From (1) : $x = (10-y)^2$. From (2): $ y = (5-x)^2$. Thus,

$$x = \left(10-(5-x)^2\right)^2,$$ which is a 4th-degree polynomial. Solve it and test the solutions in your system.

Answer 2

Writing $\sqrt{x}=10-y$, $\sqrt{y}=5-x$ we obtain by squaring $$ x= y^2 - 20y + 100, \quad y - x^2 + 10x - 25 =0. $$ Substituting the first equation into the second one gives $$ - y^4 + 40y^3 - 590y^2 + 3801y - 9025=0, $$ which has all roots real. One of these roots leads to a real solution of the original equations, i.e., $$ (x,y)=(2.07429337331, 8.5597592655). $$

Answer 3

Your equations are not linear because they have a square root.
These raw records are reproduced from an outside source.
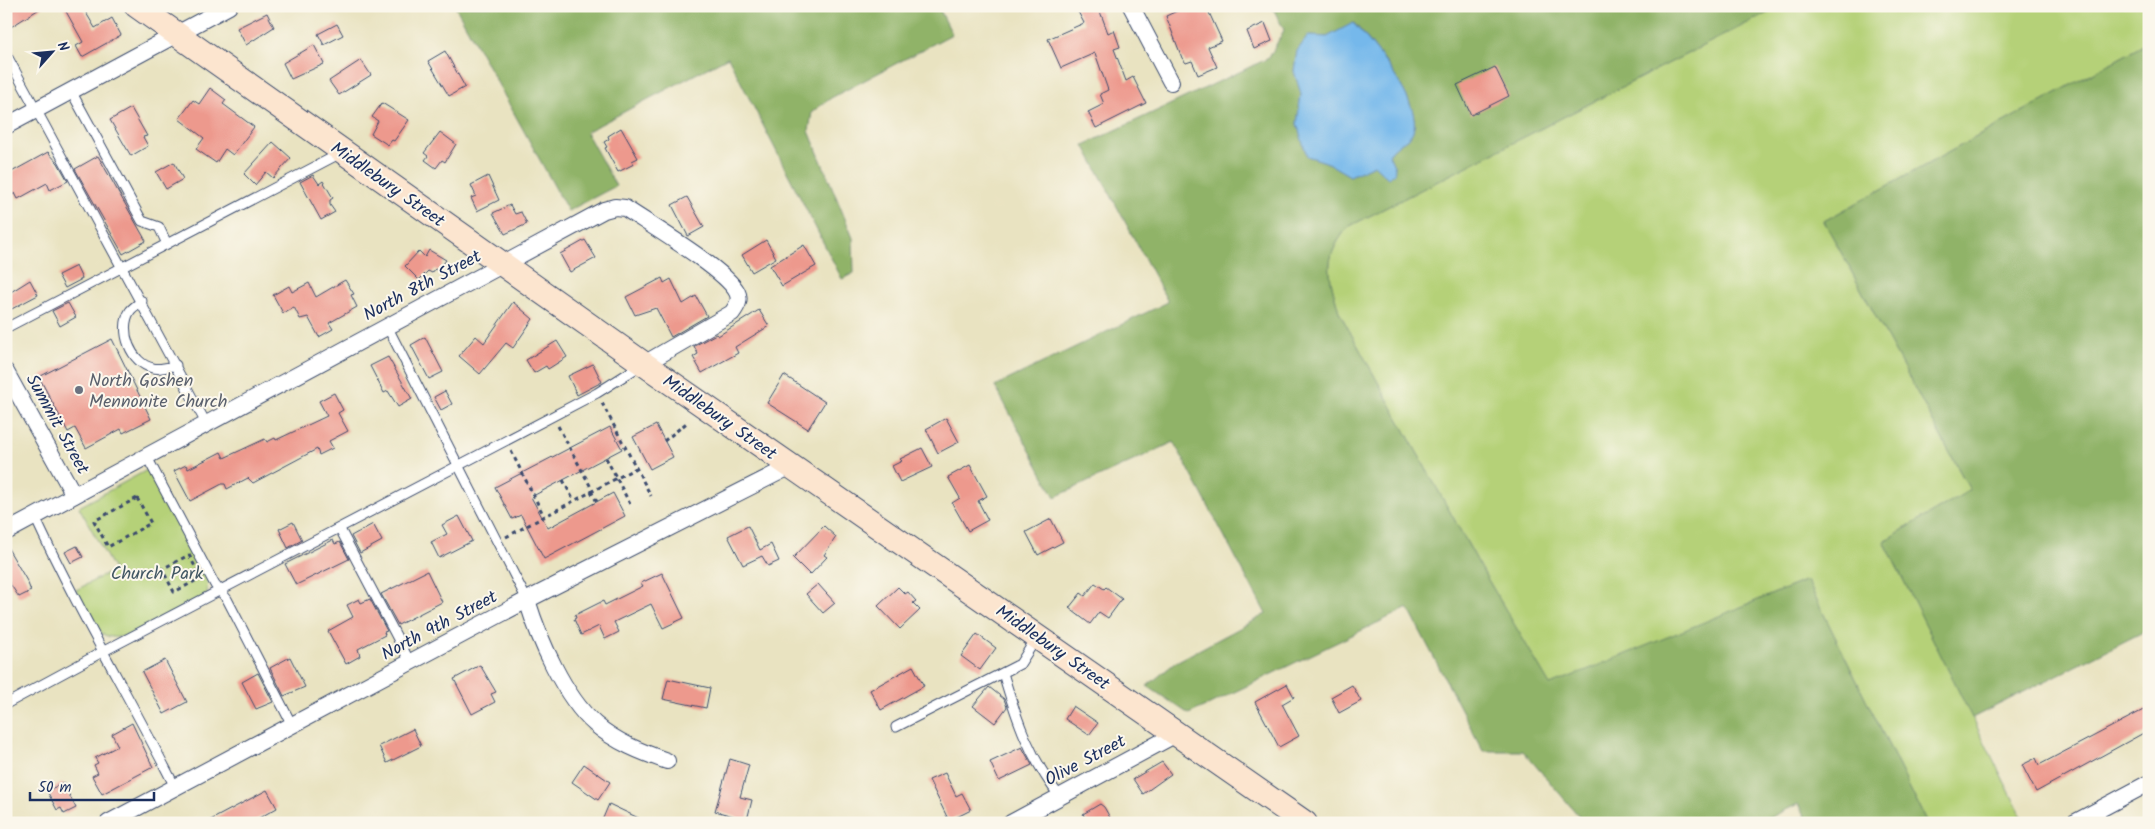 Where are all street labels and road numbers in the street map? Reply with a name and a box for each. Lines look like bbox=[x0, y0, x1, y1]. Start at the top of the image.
street label: Middlebury Street bbox=[324, 135, 451, 236]
street label: North 8th Street bbox=[358, 242, 488, 330]
street label: Middlebury Street bbox=[656, 368, 783, 469]
street label: Summit Street bbox=[17, 369, 97, 481]
street label: North 9th Street bbox=[376, 583, 504, 669]
street label: Middlebury Street bbox=[989, 598, 1116, 699]
street label: Olive Street bbox=[1040, 727, 1132, 795] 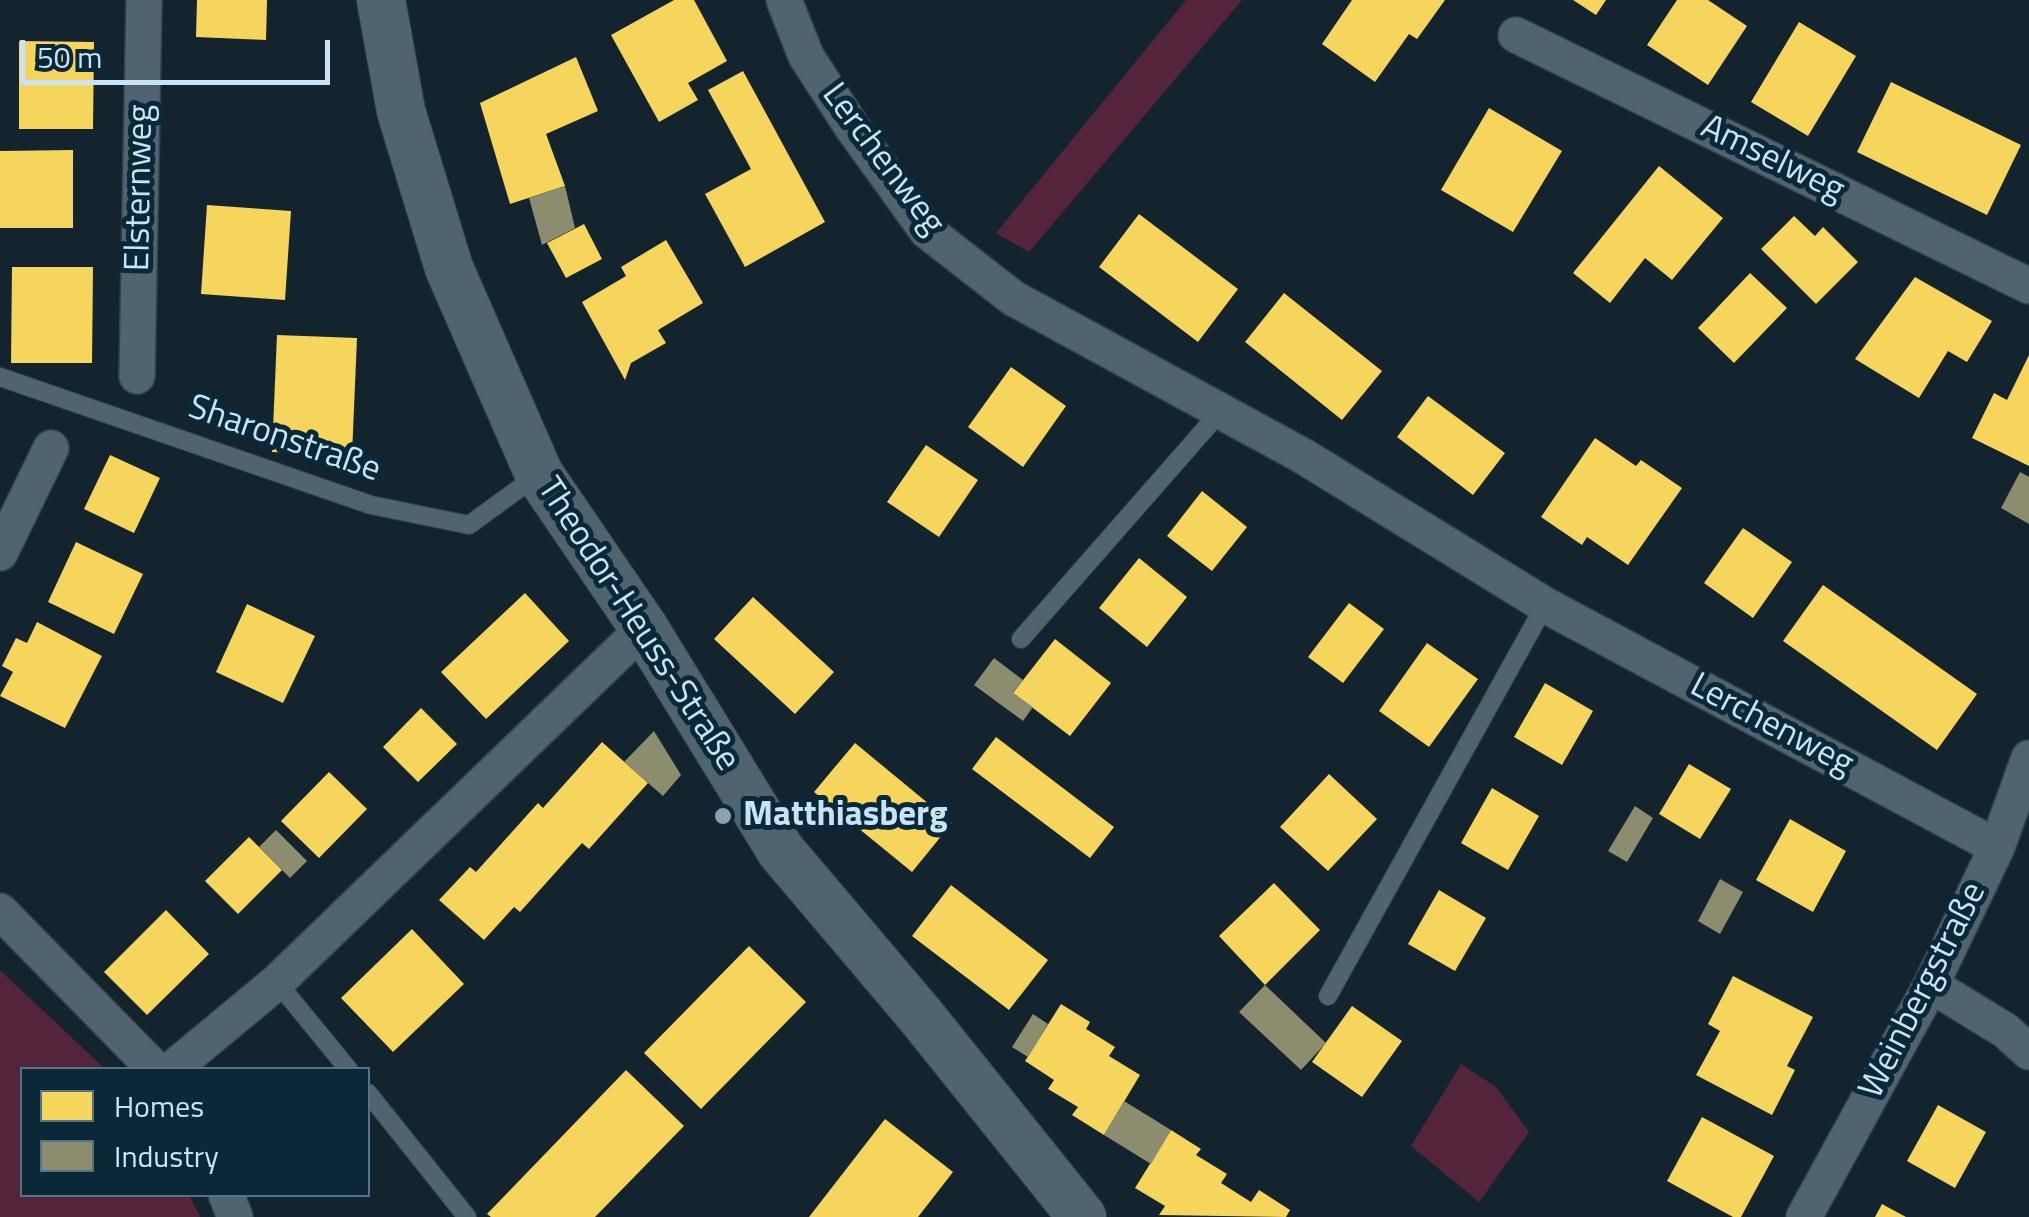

If you put $x = X^2$ and $y = Y^2$, you will transform your set of equations to \begin{eqnarray*} X + Y^2 &=& 10 \\ X^2 + Y &=& 5 \end{eqnarray*} The first of these equations gives $X = 10 - Y^2 \Rightarrow X^2 = 100 - 20Y^2 + Y^4$. On substituting it in the second one, you will get $Y^4 - 20Y^2 + Y + 95 = 0$. This equation can be easily solved numerically, say on http://www.wolframalpha.com.

Answer 4

This system of equations isn't linear because you have square root of a variables. Substituting and simplifyind give us $4$-th degree equation which have only one real root. Approximate value is $(x,y)\approx(2.07429,8.55976)$. Here is the graph of this equations:

Answer 5

$\sqrt x + y = 10$ is part of a parabola symmetric about $y = 10$ with vertex at $(0, 10)$ and $x$ intercept at $(100, 0)$ $x + \sqrt y = 5$ is part a parabola symmetric about $x=5$ axis with vertex $(5, 0)$ and $y_$intercept at $(0,25).$ they intersect at four points in the first quadrant, but the solution is the point in the rectangle $[0,5] \times [0,10]$